The highest calling of every believer, regardless of gender, is to make Christ known and bring Him glory.
That was the message Jamie Ivey, author, speaker and host of the Happy Hour Podcast and The Jamie Ivey Talk Show emphasized at the Women & Work forum held June 15 in Nashville. The forum was one of several women’s events held in conjunction with the 2021 Southern Baptist Convention Annual Meeting.
Ivey encouraged her mostly female audience to look for their “sweet spot” in ministry. To those unsure of what that might be, she had this advice: “Go serve and figure it out. … If you get some place and it’s not working, try something else.”
Ivey said she didn’t find her own sweet spot in ministry until she was in her mid-30s. She said other women’s sweet spots might depend on their life season too — balancing work and life is different with the ages and stages of your children, for example.
Where God has you
“You’ve been given a voice to make a difference where you are, where He’s planted you with the people who are around you,” Ivey said.

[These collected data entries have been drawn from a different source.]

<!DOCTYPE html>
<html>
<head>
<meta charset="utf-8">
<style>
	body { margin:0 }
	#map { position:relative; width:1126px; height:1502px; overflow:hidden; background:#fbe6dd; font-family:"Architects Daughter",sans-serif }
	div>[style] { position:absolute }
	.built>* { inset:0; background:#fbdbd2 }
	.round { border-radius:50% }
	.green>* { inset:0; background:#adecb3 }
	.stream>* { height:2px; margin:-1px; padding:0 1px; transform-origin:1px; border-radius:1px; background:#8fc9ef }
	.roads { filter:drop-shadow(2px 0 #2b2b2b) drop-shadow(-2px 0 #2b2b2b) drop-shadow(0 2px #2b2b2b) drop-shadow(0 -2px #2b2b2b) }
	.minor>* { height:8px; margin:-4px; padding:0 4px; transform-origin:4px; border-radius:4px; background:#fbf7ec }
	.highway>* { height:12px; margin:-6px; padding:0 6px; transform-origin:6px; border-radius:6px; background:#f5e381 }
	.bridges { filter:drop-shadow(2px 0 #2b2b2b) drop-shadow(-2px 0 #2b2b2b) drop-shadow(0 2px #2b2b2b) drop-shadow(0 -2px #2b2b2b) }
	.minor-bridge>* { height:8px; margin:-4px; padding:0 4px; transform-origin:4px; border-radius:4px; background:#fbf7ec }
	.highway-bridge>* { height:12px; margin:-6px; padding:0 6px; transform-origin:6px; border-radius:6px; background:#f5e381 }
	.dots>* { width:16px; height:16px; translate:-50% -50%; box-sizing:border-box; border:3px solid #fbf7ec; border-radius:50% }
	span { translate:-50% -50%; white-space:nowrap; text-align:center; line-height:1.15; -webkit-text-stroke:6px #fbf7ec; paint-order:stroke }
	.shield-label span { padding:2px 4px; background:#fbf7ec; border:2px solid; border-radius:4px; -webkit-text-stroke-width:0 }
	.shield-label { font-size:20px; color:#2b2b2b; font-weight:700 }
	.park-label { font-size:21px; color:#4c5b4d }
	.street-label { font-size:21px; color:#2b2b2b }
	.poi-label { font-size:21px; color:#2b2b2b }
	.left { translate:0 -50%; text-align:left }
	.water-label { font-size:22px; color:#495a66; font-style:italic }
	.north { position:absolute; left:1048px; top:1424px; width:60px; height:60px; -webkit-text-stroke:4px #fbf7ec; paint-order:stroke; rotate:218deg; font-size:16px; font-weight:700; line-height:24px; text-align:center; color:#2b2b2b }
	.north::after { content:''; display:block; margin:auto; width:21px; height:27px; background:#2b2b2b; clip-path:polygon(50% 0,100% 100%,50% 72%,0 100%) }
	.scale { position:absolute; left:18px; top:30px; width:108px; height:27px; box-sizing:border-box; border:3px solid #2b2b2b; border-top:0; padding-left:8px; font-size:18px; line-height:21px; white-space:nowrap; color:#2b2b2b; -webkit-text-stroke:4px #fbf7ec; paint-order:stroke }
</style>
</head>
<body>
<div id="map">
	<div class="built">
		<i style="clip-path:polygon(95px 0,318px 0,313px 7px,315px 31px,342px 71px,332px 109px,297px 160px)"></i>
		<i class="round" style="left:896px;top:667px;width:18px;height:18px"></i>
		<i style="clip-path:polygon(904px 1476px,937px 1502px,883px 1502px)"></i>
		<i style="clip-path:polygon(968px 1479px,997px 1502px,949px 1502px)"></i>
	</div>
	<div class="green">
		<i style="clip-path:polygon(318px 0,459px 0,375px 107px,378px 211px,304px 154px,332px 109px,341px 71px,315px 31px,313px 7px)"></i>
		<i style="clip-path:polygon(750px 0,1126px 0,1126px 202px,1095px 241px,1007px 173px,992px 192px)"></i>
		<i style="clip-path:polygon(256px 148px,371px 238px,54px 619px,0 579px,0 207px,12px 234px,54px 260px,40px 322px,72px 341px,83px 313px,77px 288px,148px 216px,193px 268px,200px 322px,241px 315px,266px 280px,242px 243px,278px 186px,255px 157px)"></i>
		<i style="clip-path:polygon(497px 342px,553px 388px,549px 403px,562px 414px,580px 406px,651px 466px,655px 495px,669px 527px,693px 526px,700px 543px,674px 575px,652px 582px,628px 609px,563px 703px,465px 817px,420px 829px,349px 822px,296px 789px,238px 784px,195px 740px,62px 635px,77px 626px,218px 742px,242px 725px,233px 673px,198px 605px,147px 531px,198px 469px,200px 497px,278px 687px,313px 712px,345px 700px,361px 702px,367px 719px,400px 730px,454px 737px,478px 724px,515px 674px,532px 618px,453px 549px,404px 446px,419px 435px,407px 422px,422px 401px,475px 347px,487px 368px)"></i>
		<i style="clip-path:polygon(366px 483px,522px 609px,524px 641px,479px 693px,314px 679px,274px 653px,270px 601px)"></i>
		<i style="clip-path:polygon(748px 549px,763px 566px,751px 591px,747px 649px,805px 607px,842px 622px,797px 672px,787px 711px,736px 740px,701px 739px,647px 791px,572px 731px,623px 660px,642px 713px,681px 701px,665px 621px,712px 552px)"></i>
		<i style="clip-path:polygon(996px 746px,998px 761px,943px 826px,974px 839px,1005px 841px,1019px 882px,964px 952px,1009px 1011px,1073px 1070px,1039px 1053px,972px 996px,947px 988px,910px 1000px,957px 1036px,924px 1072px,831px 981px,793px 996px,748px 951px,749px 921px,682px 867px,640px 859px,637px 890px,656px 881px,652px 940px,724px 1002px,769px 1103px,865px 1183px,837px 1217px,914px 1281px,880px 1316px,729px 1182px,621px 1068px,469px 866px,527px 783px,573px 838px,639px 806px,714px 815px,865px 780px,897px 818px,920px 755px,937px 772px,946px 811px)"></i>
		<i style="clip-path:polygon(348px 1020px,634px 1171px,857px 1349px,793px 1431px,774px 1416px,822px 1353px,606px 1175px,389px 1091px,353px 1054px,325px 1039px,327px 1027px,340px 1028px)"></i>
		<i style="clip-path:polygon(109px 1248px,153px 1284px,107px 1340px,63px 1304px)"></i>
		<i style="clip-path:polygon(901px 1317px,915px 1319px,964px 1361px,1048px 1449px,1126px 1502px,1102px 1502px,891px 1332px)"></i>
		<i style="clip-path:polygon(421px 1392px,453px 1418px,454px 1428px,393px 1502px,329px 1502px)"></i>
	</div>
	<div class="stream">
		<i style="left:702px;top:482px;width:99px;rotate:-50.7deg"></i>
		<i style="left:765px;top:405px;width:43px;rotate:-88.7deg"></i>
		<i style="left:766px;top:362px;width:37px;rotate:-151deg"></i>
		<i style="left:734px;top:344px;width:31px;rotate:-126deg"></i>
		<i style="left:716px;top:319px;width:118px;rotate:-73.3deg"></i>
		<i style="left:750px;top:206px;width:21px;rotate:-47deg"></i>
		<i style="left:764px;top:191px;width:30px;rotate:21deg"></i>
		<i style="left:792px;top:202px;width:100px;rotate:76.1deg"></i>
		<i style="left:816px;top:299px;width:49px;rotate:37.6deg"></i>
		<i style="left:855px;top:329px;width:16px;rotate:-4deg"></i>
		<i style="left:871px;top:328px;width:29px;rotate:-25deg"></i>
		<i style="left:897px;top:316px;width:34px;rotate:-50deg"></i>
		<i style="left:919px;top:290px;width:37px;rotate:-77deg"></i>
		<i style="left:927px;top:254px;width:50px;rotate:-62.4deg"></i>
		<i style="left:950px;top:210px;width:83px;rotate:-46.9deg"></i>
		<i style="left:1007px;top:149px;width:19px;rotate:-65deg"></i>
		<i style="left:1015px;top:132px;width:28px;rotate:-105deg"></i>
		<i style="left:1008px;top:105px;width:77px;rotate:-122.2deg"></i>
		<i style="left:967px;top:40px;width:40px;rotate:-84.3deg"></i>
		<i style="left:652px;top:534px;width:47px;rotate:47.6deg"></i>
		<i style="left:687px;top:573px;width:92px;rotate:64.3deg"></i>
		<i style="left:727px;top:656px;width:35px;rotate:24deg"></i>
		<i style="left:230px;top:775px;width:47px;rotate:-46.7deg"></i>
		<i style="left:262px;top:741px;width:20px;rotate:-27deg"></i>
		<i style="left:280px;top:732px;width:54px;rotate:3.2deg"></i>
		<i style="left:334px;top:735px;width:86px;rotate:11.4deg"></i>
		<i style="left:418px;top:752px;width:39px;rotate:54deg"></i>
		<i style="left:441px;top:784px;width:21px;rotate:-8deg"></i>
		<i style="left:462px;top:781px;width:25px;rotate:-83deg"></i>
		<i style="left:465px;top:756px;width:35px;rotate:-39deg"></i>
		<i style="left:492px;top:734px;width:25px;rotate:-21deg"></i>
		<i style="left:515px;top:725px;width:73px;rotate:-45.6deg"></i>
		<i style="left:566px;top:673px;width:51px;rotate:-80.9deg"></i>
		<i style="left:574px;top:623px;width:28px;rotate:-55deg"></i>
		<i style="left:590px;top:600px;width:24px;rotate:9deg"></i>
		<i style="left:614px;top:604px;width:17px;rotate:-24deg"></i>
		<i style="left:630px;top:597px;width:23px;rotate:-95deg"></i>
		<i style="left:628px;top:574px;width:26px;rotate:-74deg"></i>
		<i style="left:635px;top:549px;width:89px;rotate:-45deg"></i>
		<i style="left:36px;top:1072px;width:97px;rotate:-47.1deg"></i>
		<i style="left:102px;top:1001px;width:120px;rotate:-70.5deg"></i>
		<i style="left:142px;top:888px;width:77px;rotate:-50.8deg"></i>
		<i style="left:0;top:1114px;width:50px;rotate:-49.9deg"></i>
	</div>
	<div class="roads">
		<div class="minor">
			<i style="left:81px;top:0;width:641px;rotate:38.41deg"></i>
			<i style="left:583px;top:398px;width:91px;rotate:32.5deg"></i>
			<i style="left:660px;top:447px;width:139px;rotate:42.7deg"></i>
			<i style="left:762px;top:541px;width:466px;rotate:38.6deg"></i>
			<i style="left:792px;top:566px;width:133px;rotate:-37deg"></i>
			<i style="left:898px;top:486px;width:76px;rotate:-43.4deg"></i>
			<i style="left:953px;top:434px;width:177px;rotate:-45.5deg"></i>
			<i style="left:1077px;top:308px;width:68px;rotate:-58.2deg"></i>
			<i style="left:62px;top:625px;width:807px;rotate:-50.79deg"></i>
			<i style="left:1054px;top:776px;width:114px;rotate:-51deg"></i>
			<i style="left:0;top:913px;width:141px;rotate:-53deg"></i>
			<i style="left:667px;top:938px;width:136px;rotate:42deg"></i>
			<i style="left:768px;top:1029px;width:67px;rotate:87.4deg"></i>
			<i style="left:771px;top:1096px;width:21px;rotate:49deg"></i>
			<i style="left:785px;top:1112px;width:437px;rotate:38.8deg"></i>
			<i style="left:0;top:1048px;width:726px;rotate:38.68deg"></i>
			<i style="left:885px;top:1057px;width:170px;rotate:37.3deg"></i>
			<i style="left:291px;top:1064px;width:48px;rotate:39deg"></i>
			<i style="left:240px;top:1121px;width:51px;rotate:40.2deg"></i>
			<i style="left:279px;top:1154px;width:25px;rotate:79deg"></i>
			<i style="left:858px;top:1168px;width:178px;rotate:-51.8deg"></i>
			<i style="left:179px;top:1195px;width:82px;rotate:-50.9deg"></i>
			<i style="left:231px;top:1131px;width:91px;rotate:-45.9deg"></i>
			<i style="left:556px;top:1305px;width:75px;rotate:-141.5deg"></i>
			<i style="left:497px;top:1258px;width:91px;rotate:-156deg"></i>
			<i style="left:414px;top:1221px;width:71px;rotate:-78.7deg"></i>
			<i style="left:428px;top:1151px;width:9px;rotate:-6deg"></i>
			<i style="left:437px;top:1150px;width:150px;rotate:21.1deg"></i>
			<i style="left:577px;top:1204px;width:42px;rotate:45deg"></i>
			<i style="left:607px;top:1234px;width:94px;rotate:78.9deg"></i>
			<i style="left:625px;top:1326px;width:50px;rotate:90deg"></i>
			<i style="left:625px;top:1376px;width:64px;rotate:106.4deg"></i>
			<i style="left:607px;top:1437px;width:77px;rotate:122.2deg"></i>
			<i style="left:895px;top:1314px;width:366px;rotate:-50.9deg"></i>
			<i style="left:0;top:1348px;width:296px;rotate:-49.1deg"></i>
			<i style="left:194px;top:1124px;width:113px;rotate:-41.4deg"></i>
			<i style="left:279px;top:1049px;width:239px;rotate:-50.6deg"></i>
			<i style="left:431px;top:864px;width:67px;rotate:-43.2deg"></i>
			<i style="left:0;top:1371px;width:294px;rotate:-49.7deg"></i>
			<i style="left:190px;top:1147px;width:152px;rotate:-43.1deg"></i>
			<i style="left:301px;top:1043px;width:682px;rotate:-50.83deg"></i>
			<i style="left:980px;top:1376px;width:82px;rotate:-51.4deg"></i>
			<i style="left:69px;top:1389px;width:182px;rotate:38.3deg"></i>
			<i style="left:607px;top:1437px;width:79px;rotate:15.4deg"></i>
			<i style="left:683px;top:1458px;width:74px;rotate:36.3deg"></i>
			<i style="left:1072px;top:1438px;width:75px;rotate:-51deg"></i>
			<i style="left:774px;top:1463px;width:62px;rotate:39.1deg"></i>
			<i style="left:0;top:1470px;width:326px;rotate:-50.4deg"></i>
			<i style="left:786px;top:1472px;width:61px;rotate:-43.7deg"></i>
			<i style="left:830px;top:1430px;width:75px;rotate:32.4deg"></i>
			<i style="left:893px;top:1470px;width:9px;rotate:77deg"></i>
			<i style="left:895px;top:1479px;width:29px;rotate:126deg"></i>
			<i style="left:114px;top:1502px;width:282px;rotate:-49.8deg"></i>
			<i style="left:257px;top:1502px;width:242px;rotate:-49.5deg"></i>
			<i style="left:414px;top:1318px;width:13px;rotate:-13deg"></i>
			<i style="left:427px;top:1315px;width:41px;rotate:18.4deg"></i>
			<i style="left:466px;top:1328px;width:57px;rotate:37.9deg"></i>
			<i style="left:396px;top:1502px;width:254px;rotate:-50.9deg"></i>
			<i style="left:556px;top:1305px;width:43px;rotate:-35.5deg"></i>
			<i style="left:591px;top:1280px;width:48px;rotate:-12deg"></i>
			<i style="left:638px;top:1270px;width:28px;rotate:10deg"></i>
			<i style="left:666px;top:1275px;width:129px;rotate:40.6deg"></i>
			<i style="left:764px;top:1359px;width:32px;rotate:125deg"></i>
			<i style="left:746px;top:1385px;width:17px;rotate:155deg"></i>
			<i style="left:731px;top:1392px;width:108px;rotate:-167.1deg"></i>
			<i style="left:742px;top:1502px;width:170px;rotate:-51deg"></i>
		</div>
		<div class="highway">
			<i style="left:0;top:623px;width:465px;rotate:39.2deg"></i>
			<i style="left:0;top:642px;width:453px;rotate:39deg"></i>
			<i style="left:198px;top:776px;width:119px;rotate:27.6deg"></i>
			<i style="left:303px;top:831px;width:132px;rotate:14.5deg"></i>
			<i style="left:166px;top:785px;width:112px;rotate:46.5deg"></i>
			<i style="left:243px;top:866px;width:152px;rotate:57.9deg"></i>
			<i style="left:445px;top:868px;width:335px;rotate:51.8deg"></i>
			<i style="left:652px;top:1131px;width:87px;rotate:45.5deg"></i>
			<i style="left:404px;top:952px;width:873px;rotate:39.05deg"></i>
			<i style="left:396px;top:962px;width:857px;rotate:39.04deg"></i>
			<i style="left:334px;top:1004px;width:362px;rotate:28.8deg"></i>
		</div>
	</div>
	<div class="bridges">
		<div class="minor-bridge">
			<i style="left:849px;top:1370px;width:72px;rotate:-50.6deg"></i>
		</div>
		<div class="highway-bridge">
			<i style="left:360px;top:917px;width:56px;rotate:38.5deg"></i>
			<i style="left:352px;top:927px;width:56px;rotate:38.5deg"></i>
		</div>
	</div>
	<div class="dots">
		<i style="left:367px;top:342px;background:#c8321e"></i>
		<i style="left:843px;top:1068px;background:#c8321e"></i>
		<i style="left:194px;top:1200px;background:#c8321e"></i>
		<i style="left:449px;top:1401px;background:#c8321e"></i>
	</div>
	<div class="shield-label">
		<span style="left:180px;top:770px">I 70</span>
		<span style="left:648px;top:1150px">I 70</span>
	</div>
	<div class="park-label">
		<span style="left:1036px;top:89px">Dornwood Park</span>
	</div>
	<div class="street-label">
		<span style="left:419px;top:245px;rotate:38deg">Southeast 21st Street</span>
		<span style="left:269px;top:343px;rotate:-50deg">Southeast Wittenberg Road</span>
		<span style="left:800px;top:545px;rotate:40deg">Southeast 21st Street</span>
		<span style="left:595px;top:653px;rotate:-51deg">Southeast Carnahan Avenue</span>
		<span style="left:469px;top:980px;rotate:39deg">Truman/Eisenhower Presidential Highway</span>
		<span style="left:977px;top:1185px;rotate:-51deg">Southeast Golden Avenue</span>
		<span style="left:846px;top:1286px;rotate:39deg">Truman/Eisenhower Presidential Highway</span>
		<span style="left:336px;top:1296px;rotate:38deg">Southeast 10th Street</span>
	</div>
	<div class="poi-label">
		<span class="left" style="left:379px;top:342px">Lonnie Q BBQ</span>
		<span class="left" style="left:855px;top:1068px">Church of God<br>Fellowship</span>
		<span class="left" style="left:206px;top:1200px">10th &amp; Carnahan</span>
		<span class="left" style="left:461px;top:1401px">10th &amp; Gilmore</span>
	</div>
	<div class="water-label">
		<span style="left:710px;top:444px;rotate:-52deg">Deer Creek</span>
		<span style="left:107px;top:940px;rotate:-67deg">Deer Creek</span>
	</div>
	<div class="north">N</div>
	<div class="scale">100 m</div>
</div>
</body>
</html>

Courtney Moore, founder and president of Women & Work, and Missie Branch, assistant dean of students to women and the director of graduate life at Southeastern Baptist Theological Seminary in Wake Forest, North Carolina, led the discussion. Moore and Branch are co-hosts of the Women & Work podcast.
Branch also was part of a panel of women leaders who spoke June 14 at the SBC Women’s Leadership Network event, “Steadfast: Persevering Through Every Season of Leadership.”
Jacki King, a speaker and author from Arkansas, moderated the discussion.
Branch said when she started her job at Southeastern, she felt she had something to prove.
“I was just really trying to do it all myself,” she said.
“I’ve had to do a lot of growth in what it means to lead, and of course, Jesus is an incredible model, but there are also brilliant women who I have gotten to learn from and books to read.
“I think that has been the challenge of wanting to own the position I’ve been given and to really feel like I don’t have to shrink back.”
Branch said she believes “every woman is a leader,” but women must also give themselves permission to fail and use those experiences to learn.
Kathy Litton, director of planter spouse development at the North American Mission Board, echoed that thought, noting many women, including herself, battle a tendency toward perfectionism. “I was stuck with fear, wanting [each event] to be 100% perfect, and you can’t do that,” Litton said.
Recognize your weaknesses and address them, she advised.
‘Strong … leaders’
Author Susie Hawkins reminded the 200 or so women in attendance that “women have been involved in SBC life for many years.”
“They were messengers, they were active in convention work, active in missions, active in their local churches. We do stand on their shoulders,” Hawkins said, “There have been really strong women leaders that have gone before us and paved the way for us.”
The women encouraged pursuing education, either through a certificate program or theological education.
“Women, please see yourself as theologians,” Branch said. “See this season as preparation for the next one.”
Branch also moderated a panel discussion focused on sharing Great Commission stories held during Southeastern’s women’s breakfast on June 16.
During the Ministers’ Wives Luncheon held June 15, speaker and author Jen Wilkin emphasized community.
Wilkin, a staff member at The Village Church, Flower Mound, Texas, noted that the past year has been “exhausting,” with everyone feeling the effects. She commended those gathered for caring for their communities.
‘Look out for needs’
“If the Church is the family of God, … and I believe deeply that it is, … then in this room, sitting here, we have a room full of church mothers. Women who look out for the needs of the church,” Wilkin said.
Wilkin encouraged her listeners to guard their hearts against discouragement and pursue spiritual maturity.
“When you think about being a person who is spiritually mature, someone who understands exactly what to do with discouragement — what do you think of?” she asked.
“We don’t really have to wonder because the Bible gives us a good picture of what maturity looks like.”
Reading from James 1, Wilkin noted the “perfection” and “completeness” referenced in verse 4 could also be interpreted as maturity.
“Perfection, not in the sense that we cease sinning, but that we are growing to look like Christ.”
Trials like the ones Christians have faced through the past year and a half will produce steadfastness in the believer, she said.
“Patience will serve you for a moment or a day. Steadfastness will serve you for a decade and a lifetime.”